Peki MMX adı? Intel’e göre hiçbir şeyi ifade etmiyor!
AMD, 3DNow ile Rekabeti Artırıyor
AMD tarafından bu sorunu çözmek ve rekabeti kızıştırmak adına 1998 yılında 3DNow! teknolojisi geliştirildi. İlk kez bu teknolojiyi kullanan AMD K6-2 işlemcilerde alışılageldik Intel işlemcilerden farklı olarak temel x86 komut setine SIMD komutları eklenerek vektörlerin çok daha verimli işlenmesi sağlandı.

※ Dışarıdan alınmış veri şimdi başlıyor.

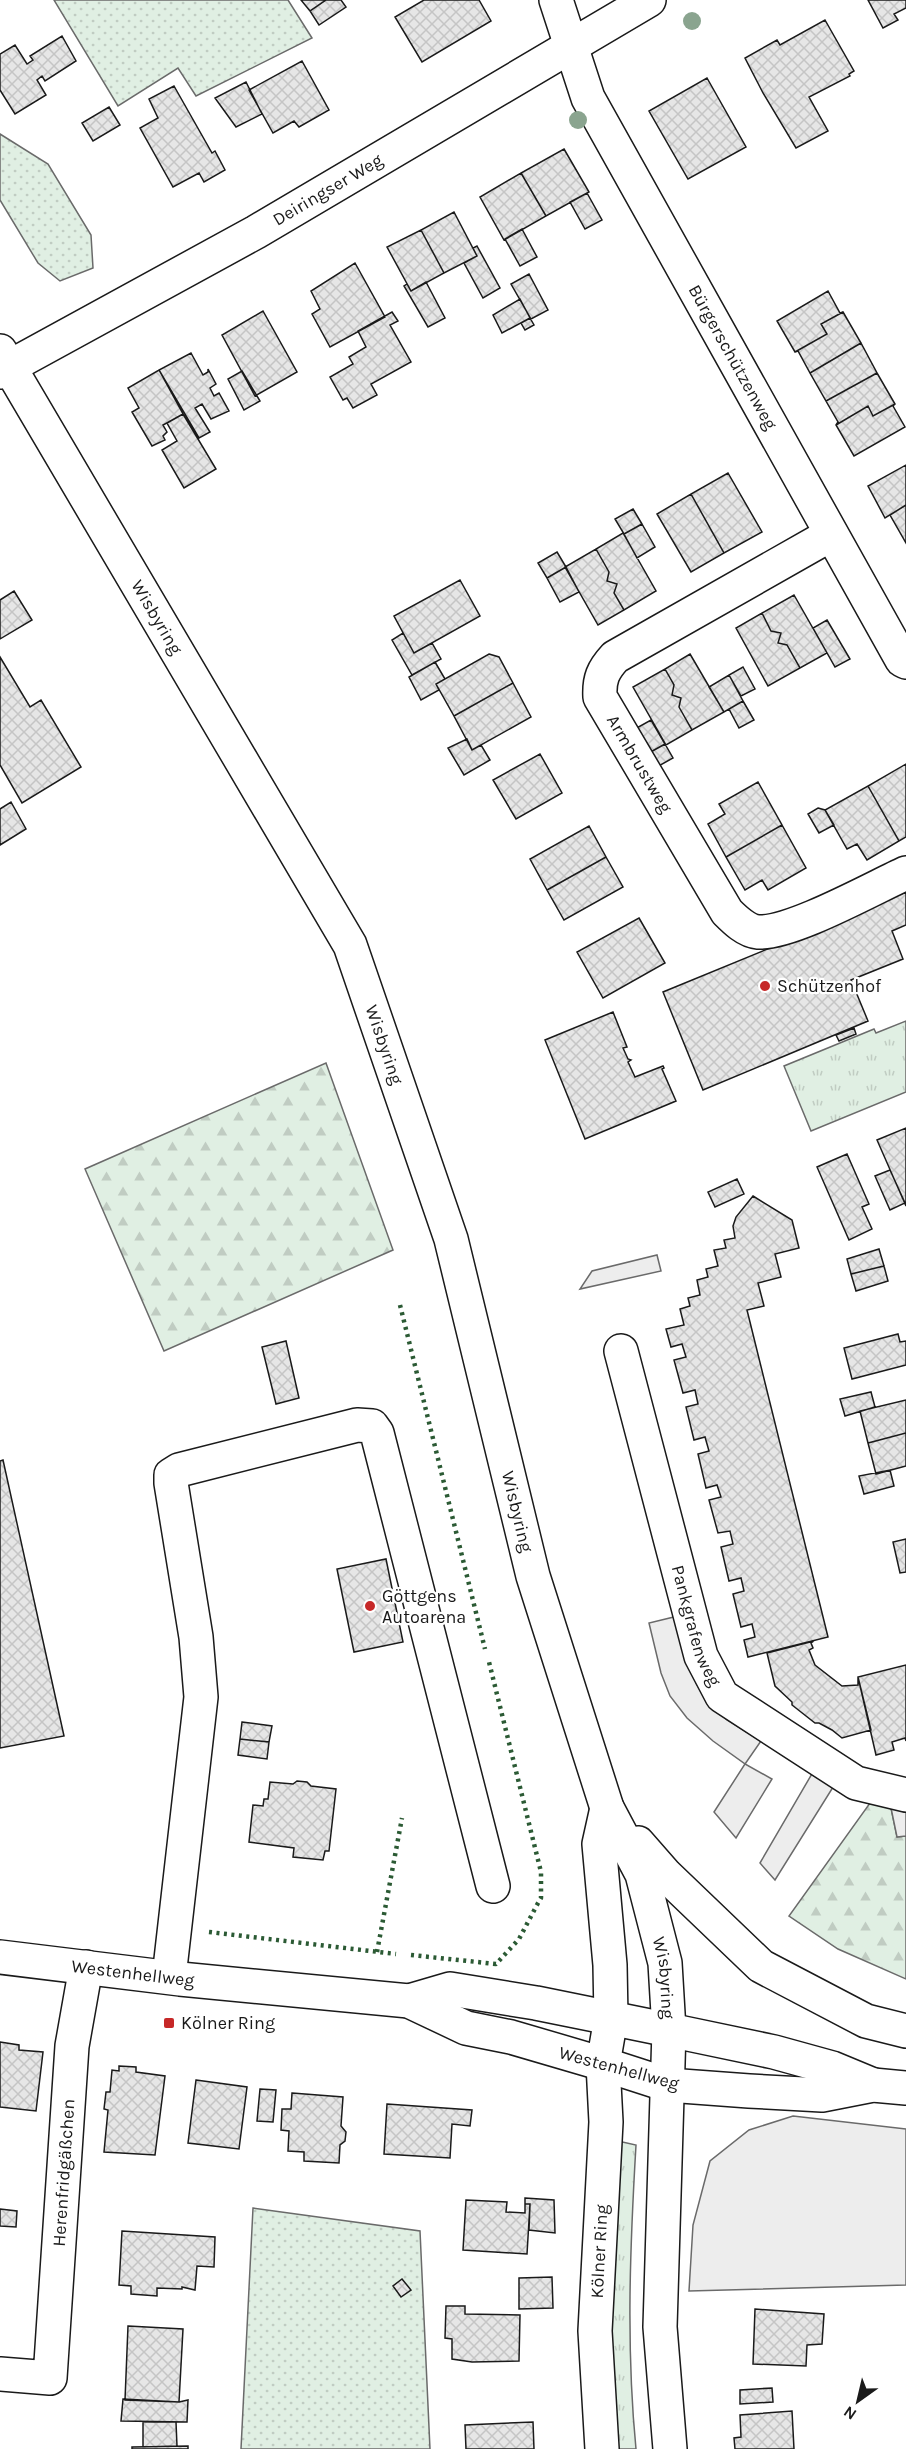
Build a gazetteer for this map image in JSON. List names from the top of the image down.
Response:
{
  "streets": {
    "street": [
      "Deiringser Weg",
      "Bürgerschützenweg",
      "Wisbyring",
      "Armbrustweg",
      "Pankgrafenweg",
      "Westenhellweg",
      "Herenfridgäßchen",
      "Kölner Ring"
    ]
  },
  "crossings": [
    ["Deiringser Weg", "Bürgerschützenweg"],
    ["Deiringser Weg", "Wisbyring"],
    ["Bürgerschützenweg", "Armbrustweg"],
    ["Wisbyring", "Westenhellweg"],
    ["Westenhellweg", "Herenfridgäßchen"],
    ["Westenhellweg", "Kölner Ring"]
  ],
  "places": {
    "other": ["Schützenhof", "Göttgens Autoarena"],
    "transit": ["Kölner Ring"]
  },
  "north": "bottom left"
}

MMX komut setinin gelişmiş versiyonu olarak düşünebileceğimiz AMD 3DNow!, MMX SIMD kayıtlarını (registers) tek duyarlı (32-bit) kayar nokta aritmetik işlemleri (toplama, çıkarma, çarpma) destekleyecek şekilde artırdı. Klasik yavaş x87 FPU yerine AMD 3DNow! destekli yazılımlar duruma bağlı olarak 4 kata kadar daha hızlıydı. Bu, AMD K6’nın rakibi Intel Pentium II işlemcisine nazaran daha iyi performans göstermesini sağlıyordu.
Yine de bu teknoloji yazılım dünyası tarafından pek rağbet görmedi ve yaygınlaşmadı.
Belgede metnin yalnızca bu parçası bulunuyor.